A woman skiing in powder at Jackson Hole Mountain Resort lost her balance, fell headfirst into the snow and became buried and unable to move. She soon started believing that this was how she was going to die.
Jenny Karns had been skiing down a run called South Hoback on Friday when the incident occurred after 1 p.m., a time when not a lot of skiers were around, according to the Jackson Hole News & Guide. Her ski partner was ahead of her and didn’t see what happened.
“I was thinking this is the worst way to die,” she told Jackson Hole News & Guide. “And I was on a main run, not out of bounds or doing anything stupid.”
After 15 minutes, her lungs began to deflate from a lack of oxygen and she was about to pass out. She suffered a collapsed lung.
“It’s basically asphyxiating,” Karns, 48, told Jackson Hole News & Guide. “I was on my death bed.”

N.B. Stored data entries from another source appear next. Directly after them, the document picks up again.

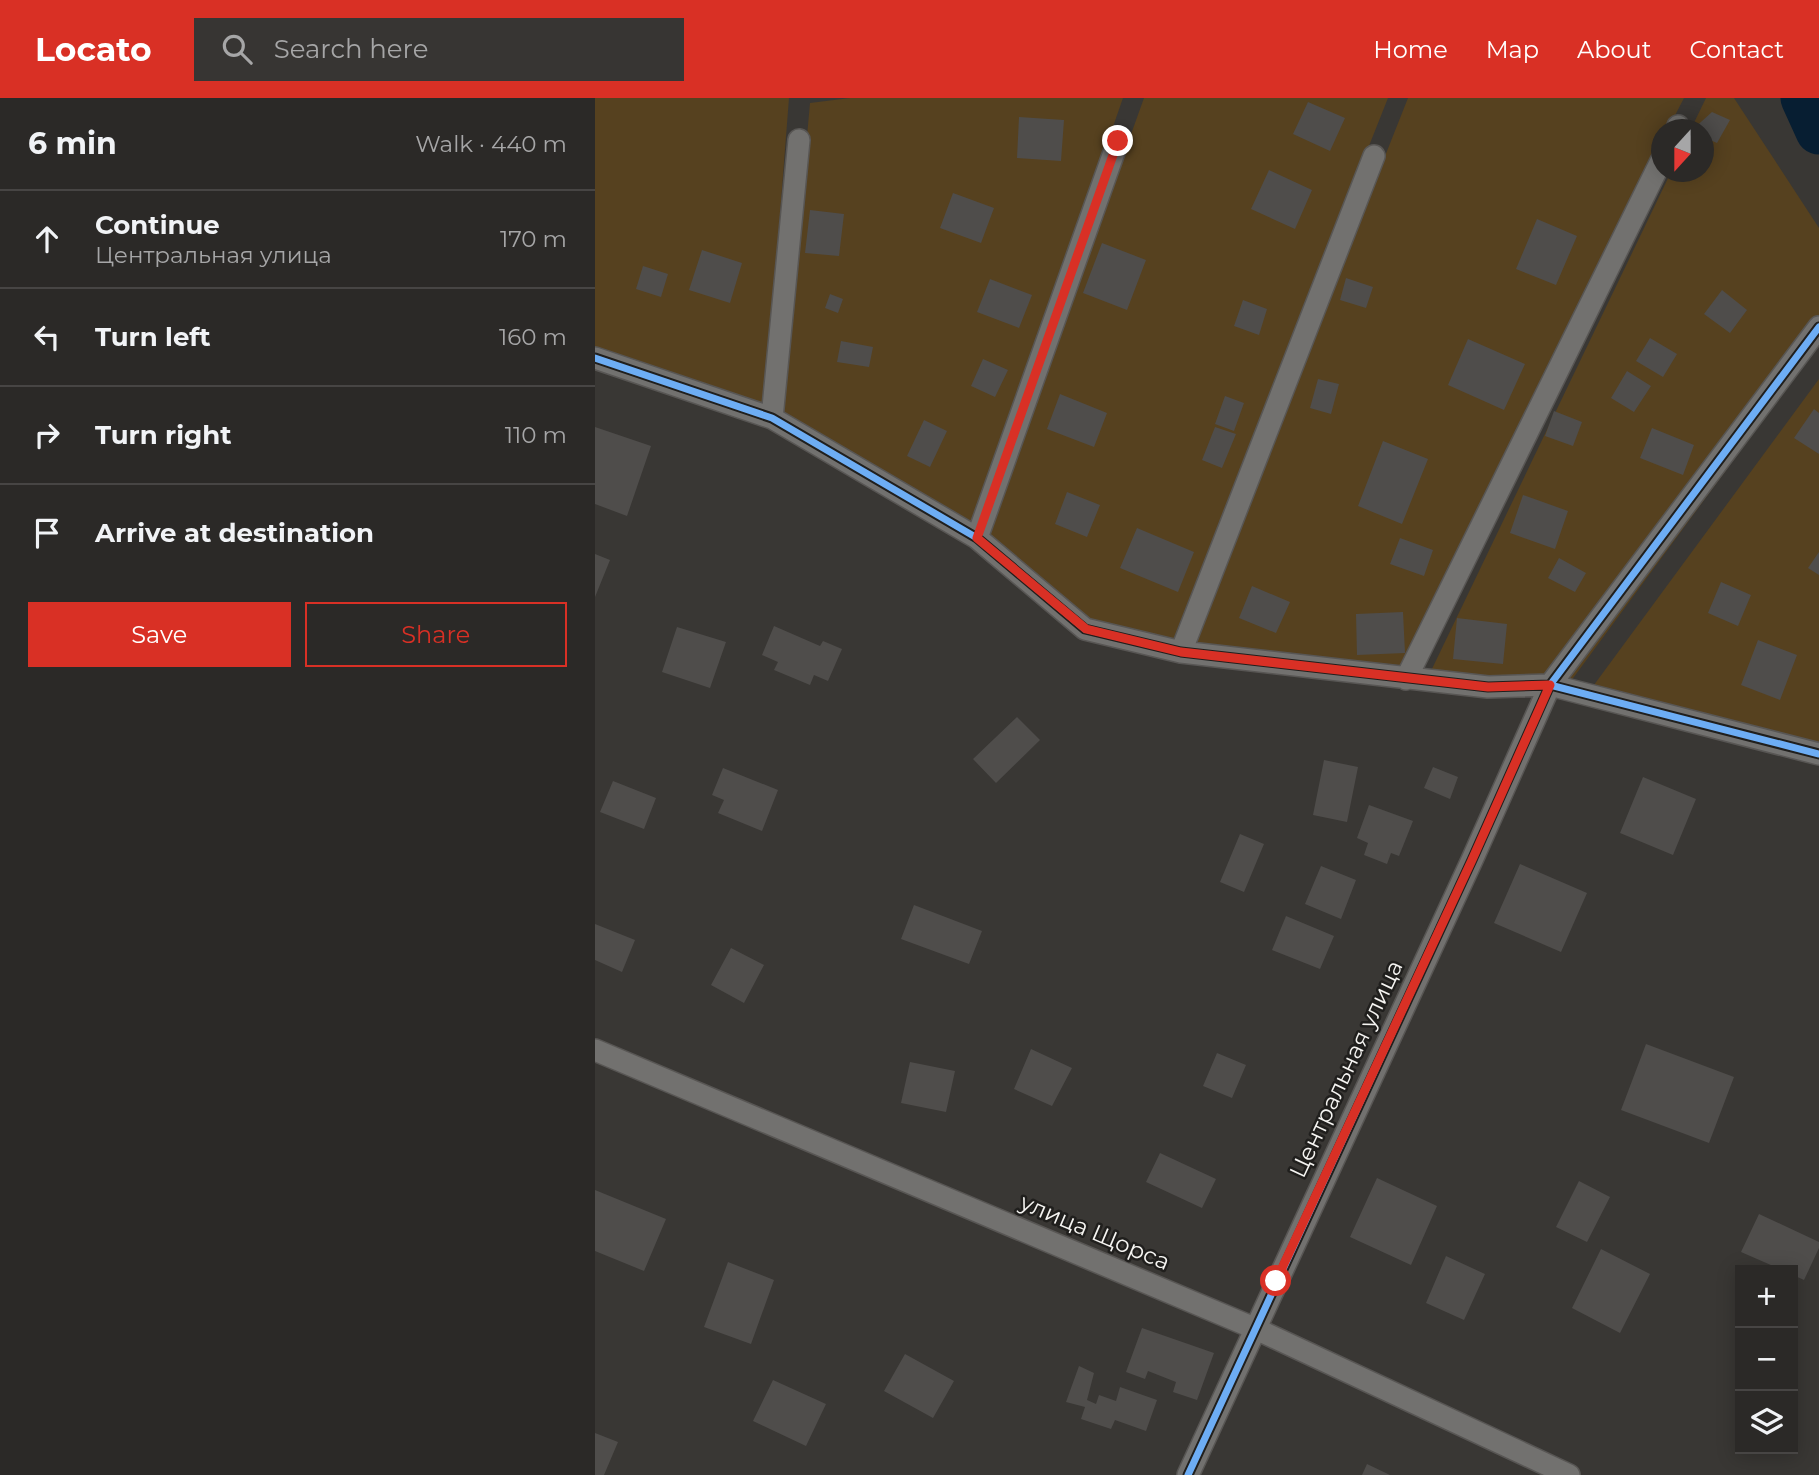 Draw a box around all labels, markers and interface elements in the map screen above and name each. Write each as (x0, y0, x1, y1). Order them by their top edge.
search box (194, 18, 684, 81)
text: Locato (35, 29, 152, 69)
icon: search (218, 30, 256, 68)
text: Search here (274, 33, 428, 65)
text: Home (1373, 35, 1448, 64)
text: Map (1486, 35, 1539, 64)
text: About (1577, 35, 1651, 64)
text: Contact (1689, 35, 1784, 64)
north arrow (1651, 119, 1714, 182)
text: 6 min (28, 125, 117, 162)
route end (1102, 125, 1133, 156)
text: Walk · 440 m (415, 130, 567, 158)
text: Continue (95, 209, 220, 241)
icon: ahead (28, 220, 66, 258)
text: 170 m (500, 225, 567, 253)
text: Центральная улица (95, 241, 332, 269)
icon: left (28, 318, 66, 356)
text: Turn left (95, 321, 211, 353)
text: 160 m (499, 323, 567, 351)
icon: right (28, 416, 66, 454)
text: Turn right (95, 419, 231, 451)
text: 110 m (505, 421, 567, 449)
icon: arrive (28, 514, 66, 552)
text: Arrive at destination (95, 517, 374, 549)
button: Save (28, 602, 291, 667)
button: Share (305, 602, 567, 667)
street label: Центральная улица (1283, 956, 1409, 1182)
street label: улица Щорса (1015, 1187, 1174, 1276)
route start (1260, 1265, 1291, 1296)
map controls (1735, 1265, 1798, 1454)
button: + (1735, 1265, 1798, 1328)
button: − (1735, 1328, 1798, 1391)
button: layers (1735, 1391, 1798, 1454)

Karns realized one ski was sticking out and had hoped somebody might see her hot pink ski waving around.
“I started praying,” she said. “I couldn’t scream because I was too buried. I was praying, ‘Save me. Please, God. Please, God, someone find me.’”

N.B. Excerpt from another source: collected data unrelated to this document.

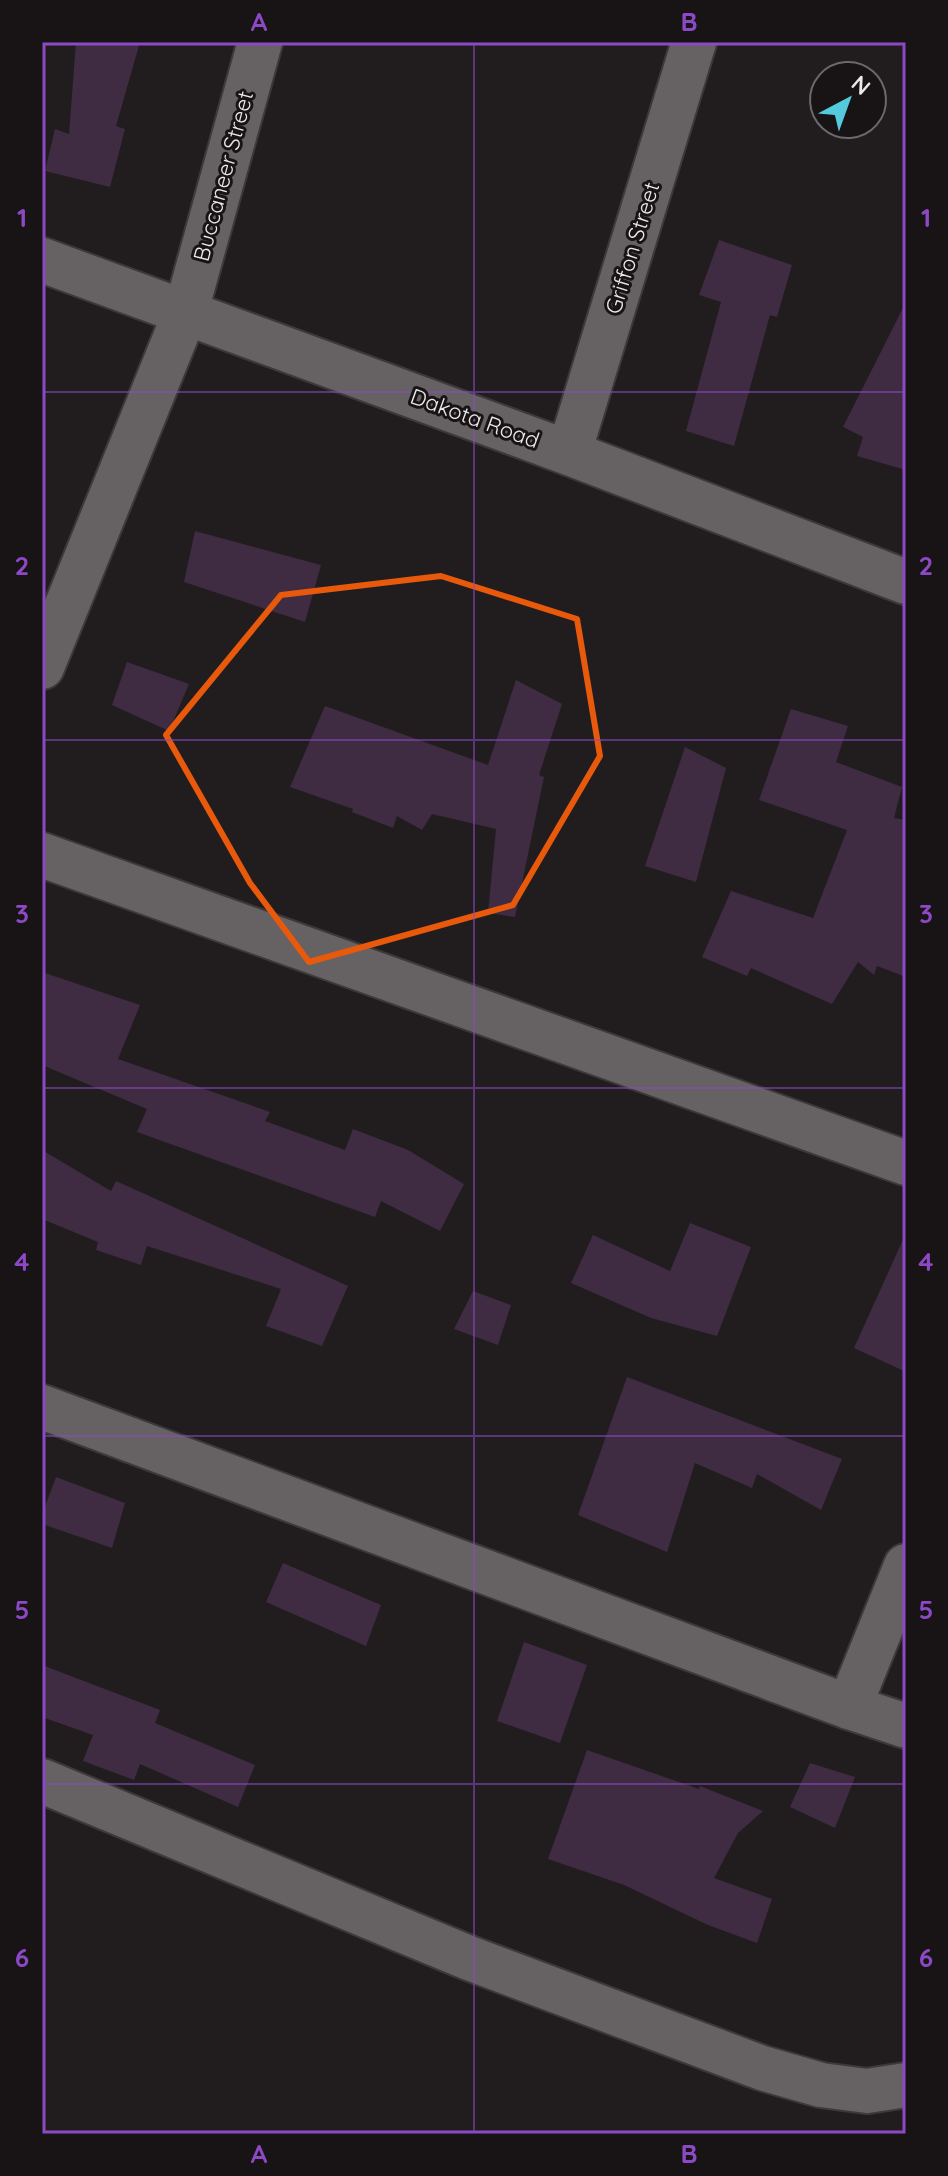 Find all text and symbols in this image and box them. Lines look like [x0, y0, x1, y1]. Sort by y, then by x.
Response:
text: A [251, 5, 268, 38]
text: B [680, 5, 698, 38]
north arrow [808, 60, 888, 140]
text: N [846, 69, 876, 101]
street label: Buccaneer Street [187, 88, 259, 264]
street label: Griffon Street [599, 179, 665, 317]
text: 1 [17, 201, 27, 234]
text: 1 [921, 201, 931, 234]
street label: Dakota Road [407, 382, 543, 454]
text: 2 [15, 549, 29, 582]
text: 2 [919, 549, 933, 582]
text: 3 [15, 897, 29, 930]
text: 3 [919, 897, 933, 930]
text: 4 [14, 1245, 30, 1278]
text: 4 [918, 1245, 934, 1278]
text: 5 [15, 1593, 29, 1626]
text: 5 [919, 1593, 933, 1626]
text: 6 [15, 1941, 29, 1974]
text: 6 [919, 1941, 933, 1974]
text: A [251, 2137, 268, 2170]
text: B [680, 2137, 698, 2170]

It was while on the verge of passing out that Karns suddenly felt a hand on her leg. She had been found. Prayers were answered.

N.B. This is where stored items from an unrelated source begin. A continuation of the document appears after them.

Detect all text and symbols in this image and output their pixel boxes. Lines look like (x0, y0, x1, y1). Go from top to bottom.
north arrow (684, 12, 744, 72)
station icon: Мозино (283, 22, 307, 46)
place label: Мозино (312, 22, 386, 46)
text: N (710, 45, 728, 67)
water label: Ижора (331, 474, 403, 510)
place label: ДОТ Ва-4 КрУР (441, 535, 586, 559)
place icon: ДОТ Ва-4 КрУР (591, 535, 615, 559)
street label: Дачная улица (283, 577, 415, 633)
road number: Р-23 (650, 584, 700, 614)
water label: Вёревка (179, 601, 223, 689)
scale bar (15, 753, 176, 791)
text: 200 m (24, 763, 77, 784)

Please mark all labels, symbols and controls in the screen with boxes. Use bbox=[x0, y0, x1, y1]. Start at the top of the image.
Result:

Nathanael Reeder was close to the bottom of the run when he dipped into a gully and saw the ski and leg sticking out of the snow.
“It was like a lawn dart,” he told Jackson Hole News & Guide.
Reeder called in two other skiers to help dig Karns out, and called ski patrol.
“My first impression was that there was no way she was alive,” Reeder told Jackson Hole News & Guide. “She was inverted completely on her head.”
Karns emerged with a “huge sigh” and was spitting up blood and vomiting, Reeder related, adding “she was in extreme distress.”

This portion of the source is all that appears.